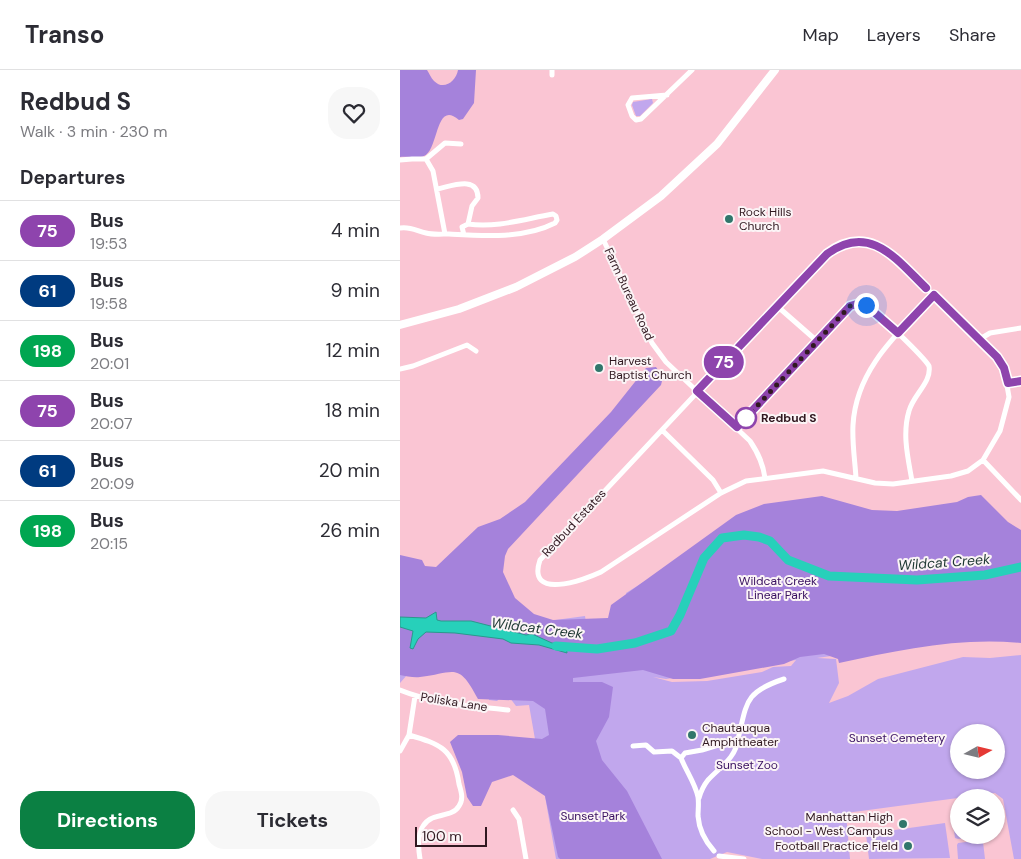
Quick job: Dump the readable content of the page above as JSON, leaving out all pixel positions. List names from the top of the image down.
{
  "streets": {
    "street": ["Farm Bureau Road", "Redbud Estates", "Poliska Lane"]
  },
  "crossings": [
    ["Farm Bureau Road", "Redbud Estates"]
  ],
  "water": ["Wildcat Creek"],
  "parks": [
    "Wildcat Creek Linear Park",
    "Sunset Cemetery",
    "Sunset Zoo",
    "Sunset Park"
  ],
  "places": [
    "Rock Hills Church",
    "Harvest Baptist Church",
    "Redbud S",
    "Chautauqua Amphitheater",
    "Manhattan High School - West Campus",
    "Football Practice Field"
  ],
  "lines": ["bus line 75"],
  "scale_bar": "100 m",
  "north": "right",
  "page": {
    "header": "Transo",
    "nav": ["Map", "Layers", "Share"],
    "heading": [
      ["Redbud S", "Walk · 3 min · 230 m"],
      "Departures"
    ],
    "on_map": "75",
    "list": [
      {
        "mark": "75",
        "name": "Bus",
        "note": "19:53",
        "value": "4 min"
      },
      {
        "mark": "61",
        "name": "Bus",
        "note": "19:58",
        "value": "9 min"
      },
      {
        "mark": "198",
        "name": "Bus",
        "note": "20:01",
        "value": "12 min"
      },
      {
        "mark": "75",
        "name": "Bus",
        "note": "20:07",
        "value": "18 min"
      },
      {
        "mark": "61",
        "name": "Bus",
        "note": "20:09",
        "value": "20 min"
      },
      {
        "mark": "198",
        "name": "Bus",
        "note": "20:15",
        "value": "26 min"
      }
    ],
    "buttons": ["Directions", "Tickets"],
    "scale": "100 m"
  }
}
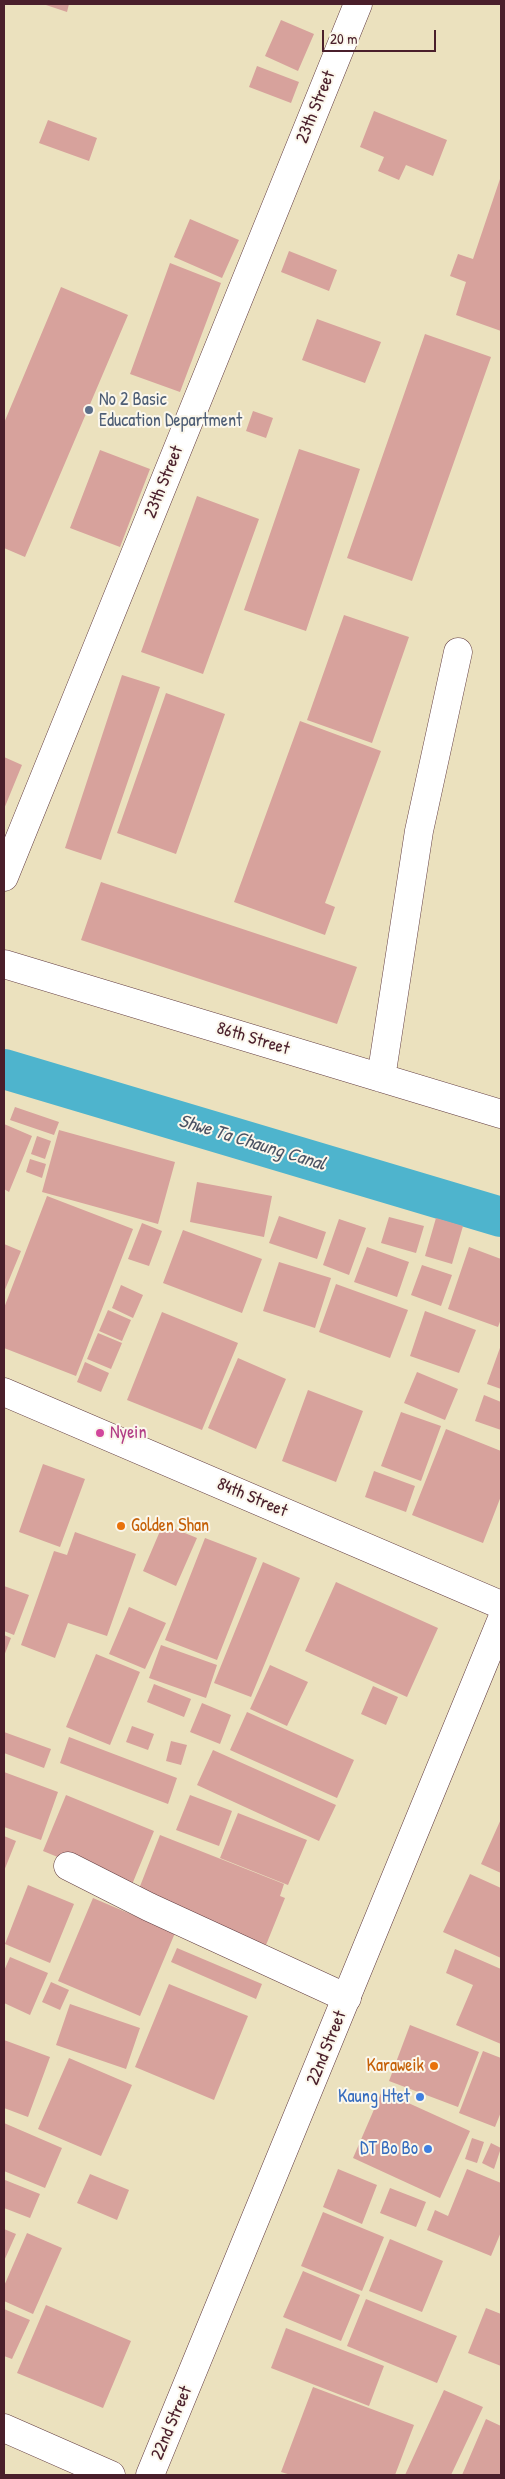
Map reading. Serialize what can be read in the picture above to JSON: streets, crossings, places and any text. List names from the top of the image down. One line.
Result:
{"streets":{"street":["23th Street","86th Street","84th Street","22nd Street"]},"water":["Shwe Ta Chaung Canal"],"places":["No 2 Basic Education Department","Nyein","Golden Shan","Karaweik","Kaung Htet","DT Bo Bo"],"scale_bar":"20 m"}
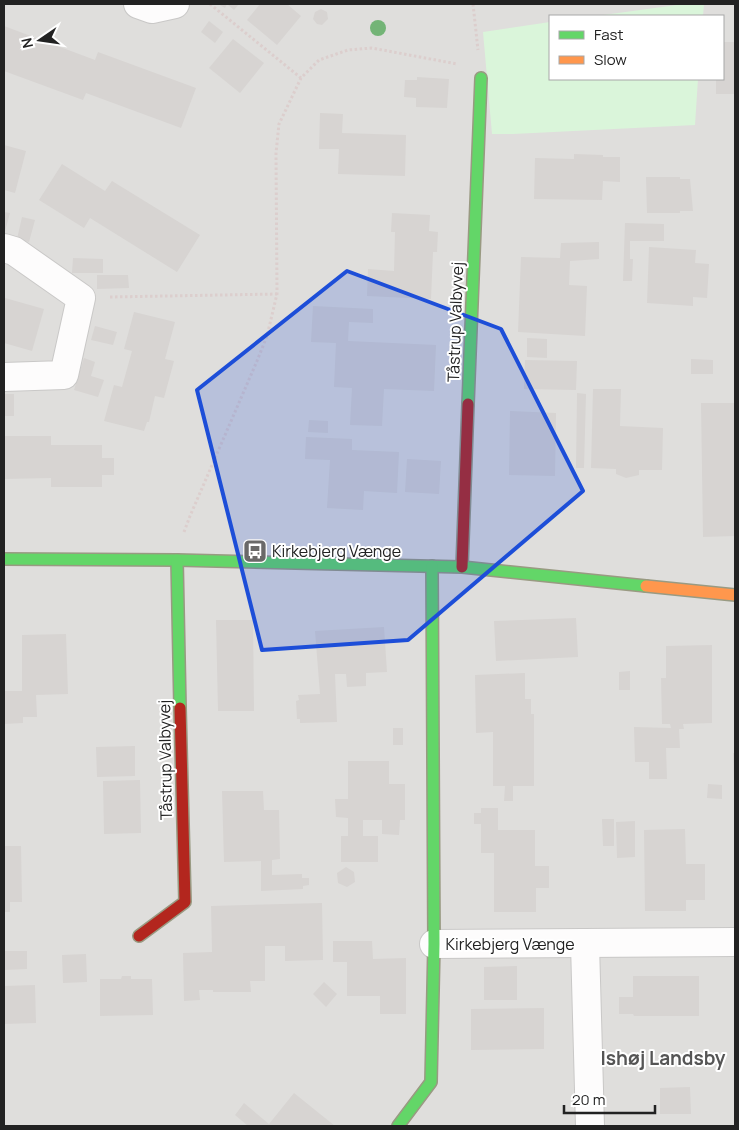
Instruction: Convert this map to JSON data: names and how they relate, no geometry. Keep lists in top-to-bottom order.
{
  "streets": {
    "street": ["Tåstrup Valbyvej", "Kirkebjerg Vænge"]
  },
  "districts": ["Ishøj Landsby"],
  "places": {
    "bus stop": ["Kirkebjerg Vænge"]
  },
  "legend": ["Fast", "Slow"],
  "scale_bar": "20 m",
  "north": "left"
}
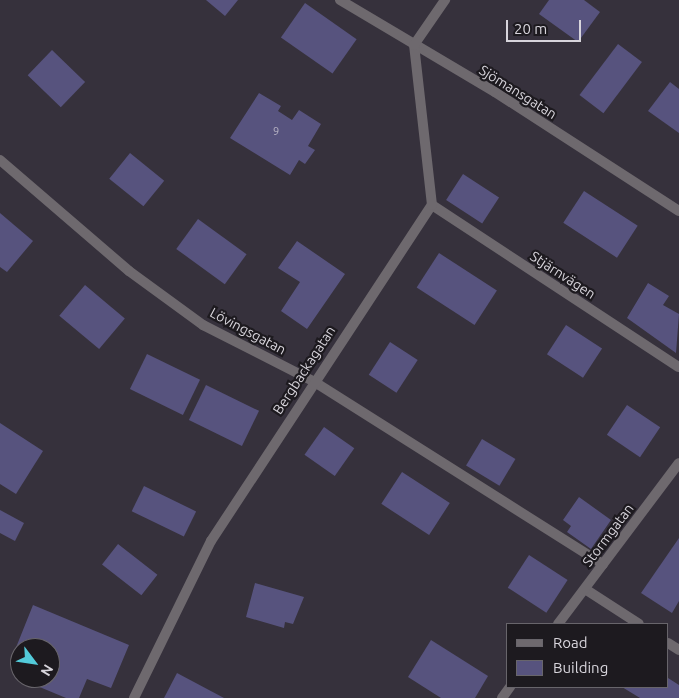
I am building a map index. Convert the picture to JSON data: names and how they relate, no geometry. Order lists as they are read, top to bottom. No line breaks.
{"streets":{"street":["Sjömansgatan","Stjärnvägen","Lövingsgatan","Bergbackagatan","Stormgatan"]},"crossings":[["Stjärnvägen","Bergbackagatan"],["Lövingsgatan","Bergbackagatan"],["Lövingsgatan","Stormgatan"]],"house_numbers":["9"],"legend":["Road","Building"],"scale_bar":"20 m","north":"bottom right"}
===
Please write out all the data again word for word, but not the pictures.

*ANSWER TO THE EXERCISE*.
Quick job: Dump the readable content of the page above as JSON, leaving out all pixel positions. List names from the top of the image down.
{
  "streets": {
    "street": ["Farm Bureau Road", "Redbud Estates", "Poliska Lane"]
  },
  "crossings": [
    ["Farm Bureau Road", "Redbud Estates"]
  ],
  "water": ["Wildcat Creek"],
  "parks": [
    "Wildcat Creek Linear Park",
    "Sunset Cemetery",
    "Sunset Zoo",
    "Sunset Park"
  ],
  "places": [
    "Rock Hills Church",
    "Harvest Baptist Church",
    "Redbud S",
    "Chautauqua Amphitheater",
    "Manhattan High School - West Campus",
    "Football Practice Field"
  ],
  "lines": ["bus line 75"],
  "scale_bar": "100 m",
  "north": "right",
  "page": {
    "header": "Transo",
    "nav": ["Map", "Layers", "Share"],
    "heading": [
      ["Redbud S", "Walk · 3 min · 230 m"],
      "Departures"
    ],
    "on_map": "75",
    "list": [
      {
        "mark": "75",
        "name": "Bus",
        "note": "19:53",
        "value": "4 min"
      },
      {
        "mark": "61",
        "name": "Bus",
        "note": "19:58",
        "value": "9 min"
      },
      {
        "mark": "198",
        "name": "Bus",
        "note": "20:01",
        "value": "12 min"
      },
      {
        "mark": "75",
        "name": "Bus",
        "note": "20:07",
        "value": "18 min"
      },
      {
        "mark": "61",
        "name": "Bus",
        "note": "20:09",
        "value": "20 min"
      },
      {
        "mark": "198",
        "name": "Bus",
        "note": "20:15",
        "value": "26 min"
      }
    ],
    "buttons": ["Directions", "Tickets"],
    "scale": "100 m"
  }
}
Map reading. Serialize what can be read in the picture above to JSON: streets, crossings, places and any text. List names from the top of the image down. One line.
Result:
{"streets":{"street":["23th Street","86th Street","84th Street","22nd Street"]},"water":["Shwe Ta Chaung Canal"],"places":["No 2 Basic Education Department","Nyein","Golden Shan","Karaweik","Kaung Htet","DT Bo Bo"],"scale_bar":"20 m"}
Instruction: Convert this map to JSON data: names and how they relate, no geometry. Keep lists in top-to-bottom order.
{
  "streets": {
    "street": ["Tåstrup Valbyvej", "Kirkebjerg Vænge"]
  },
  "districts": ["Ishøj Landsby"],
  "places": {
    "bus stop": ["Kirkebjerg Vænge"]
  },
  "legend": ["Fast", "Slow"],
  "scale_bar": "20 m",
  "north": "left"
}
I am building a map index. Convert the picture to JSON data: names and how they relate, no geometry. Order lists as they are read, top to bottom. No line breaks.
{"streets":{"street":["Sjömansgatan","Stjärnvägen","Lövingsgatan","Bergbackagatan","Stormgatan"]},"crossings":[["Stjärnvägen","Bergbackagatan"],["Lövingsgatan","Bergbackagatan"],["Lövingsgatan","Stormgatan"]],"house_numbers":["9"],"legend":["Road","Building"],"scale_bar":"20 m","north":"bottom right"}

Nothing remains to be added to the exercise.